What we believe in is bringing transparency—making AI a glass box. We want to give sponsors visibility into how patients are being supported, what context is being provided to the agents, and how outputs can be evaluated. The way we are building AI agents for customers is to give sponsors the ability to inject their own context—their sponsor-specific workflows, SOPs, protocol context, historical data, governance frameworks—so that they can trust more.

And on the output side, we want sponsors to have access to evaluate and validate what the systems are producing, and to ensure they have traceability over time so their users can trust and act on those outputs. The opportunity here is huge. It's not a question of when—it's a question of how we take advantage of it and move the needle.

ACT: How is RWE intersecting with these shifts, and what role might it play in a more continuous, data-driven regulatory environment?

Indupuri: One of the most important shifts is that the boundary between traditional clinical data and real-world data is blurring.
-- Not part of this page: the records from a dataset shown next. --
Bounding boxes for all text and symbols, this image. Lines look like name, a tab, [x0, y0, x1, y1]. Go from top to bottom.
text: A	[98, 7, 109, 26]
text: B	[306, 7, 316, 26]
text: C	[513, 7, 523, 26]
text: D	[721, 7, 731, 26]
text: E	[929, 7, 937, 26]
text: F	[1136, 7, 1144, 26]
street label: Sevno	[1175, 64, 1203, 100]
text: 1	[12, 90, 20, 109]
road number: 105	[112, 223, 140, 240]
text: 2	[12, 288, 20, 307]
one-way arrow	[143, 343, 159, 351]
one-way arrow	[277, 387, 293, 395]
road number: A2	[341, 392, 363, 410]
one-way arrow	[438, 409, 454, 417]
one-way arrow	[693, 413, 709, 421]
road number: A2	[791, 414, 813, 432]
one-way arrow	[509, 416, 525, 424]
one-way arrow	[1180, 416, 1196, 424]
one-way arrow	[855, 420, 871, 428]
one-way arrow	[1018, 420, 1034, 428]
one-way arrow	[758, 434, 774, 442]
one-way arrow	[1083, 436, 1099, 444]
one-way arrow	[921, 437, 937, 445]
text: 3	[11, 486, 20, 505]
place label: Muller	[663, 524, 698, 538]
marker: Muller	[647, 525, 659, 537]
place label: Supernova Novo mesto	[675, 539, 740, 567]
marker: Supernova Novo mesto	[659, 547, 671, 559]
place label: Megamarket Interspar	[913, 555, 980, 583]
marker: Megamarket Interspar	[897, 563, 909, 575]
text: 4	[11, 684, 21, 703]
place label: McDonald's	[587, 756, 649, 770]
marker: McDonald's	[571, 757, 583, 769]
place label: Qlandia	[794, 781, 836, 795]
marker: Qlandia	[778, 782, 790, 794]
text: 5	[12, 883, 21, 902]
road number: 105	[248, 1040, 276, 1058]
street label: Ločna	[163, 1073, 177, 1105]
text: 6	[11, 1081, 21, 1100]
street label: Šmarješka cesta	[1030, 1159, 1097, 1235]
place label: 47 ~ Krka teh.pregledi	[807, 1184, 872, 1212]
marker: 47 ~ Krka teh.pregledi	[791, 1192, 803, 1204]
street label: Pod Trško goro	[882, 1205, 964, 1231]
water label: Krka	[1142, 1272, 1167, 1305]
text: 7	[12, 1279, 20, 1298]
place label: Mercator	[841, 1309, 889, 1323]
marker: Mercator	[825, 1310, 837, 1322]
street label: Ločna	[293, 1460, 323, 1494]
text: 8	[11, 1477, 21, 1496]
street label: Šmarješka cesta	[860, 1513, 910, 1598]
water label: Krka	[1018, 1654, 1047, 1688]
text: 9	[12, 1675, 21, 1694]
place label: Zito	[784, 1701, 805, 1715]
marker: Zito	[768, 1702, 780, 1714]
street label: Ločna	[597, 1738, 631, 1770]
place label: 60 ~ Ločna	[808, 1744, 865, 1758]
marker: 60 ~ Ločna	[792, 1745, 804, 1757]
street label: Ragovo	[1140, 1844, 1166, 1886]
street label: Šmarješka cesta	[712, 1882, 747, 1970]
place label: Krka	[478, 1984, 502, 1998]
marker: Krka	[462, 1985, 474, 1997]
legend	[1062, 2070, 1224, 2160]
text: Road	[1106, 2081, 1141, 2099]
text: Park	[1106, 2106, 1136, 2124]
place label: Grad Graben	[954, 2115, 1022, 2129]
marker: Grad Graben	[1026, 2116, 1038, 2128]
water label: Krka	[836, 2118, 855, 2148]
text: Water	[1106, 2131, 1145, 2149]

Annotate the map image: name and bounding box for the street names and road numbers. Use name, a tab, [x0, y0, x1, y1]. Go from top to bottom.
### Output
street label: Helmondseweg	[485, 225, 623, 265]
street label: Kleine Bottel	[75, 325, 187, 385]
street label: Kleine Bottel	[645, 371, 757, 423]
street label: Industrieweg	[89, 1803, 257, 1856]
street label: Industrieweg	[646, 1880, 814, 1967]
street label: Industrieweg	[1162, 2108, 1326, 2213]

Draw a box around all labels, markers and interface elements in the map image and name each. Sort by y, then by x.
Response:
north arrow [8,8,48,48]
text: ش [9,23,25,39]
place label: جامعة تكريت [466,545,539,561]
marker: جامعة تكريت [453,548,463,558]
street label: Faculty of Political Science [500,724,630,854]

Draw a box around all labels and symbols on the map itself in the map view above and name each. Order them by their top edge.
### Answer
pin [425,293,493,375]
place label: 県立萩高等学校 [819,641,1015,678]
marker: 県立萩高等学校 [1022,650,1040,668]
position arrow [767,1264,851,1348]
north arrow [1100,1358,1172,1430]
Going back to the earlier point around continuous data review and decision making—you have data coming from clinical trials, but there's a huge opportunity to look at real-world data as well. We believe these boundaries will continue to blur, and if you have modern data infrastructure that can harmonize and bring these together, it can immensely support continuous oversight and give confidence to regulators and sponsors that the evidence is being produced from real-world data as well.

Organizations that can think about this infrastructure in a broader way—building pipelines that bring clinical trial data and real-world data together seamlessly and building a connected ecosystem—will significantly benefit. And it ultimately comes down to how you deliver that combined data to different stakeholders for efficient, governed decision making. Using AI with the glass box approach we talked about, and more importantly having a pipeline that can do this in real time, will make a huge difference and can move the needle in a significant way.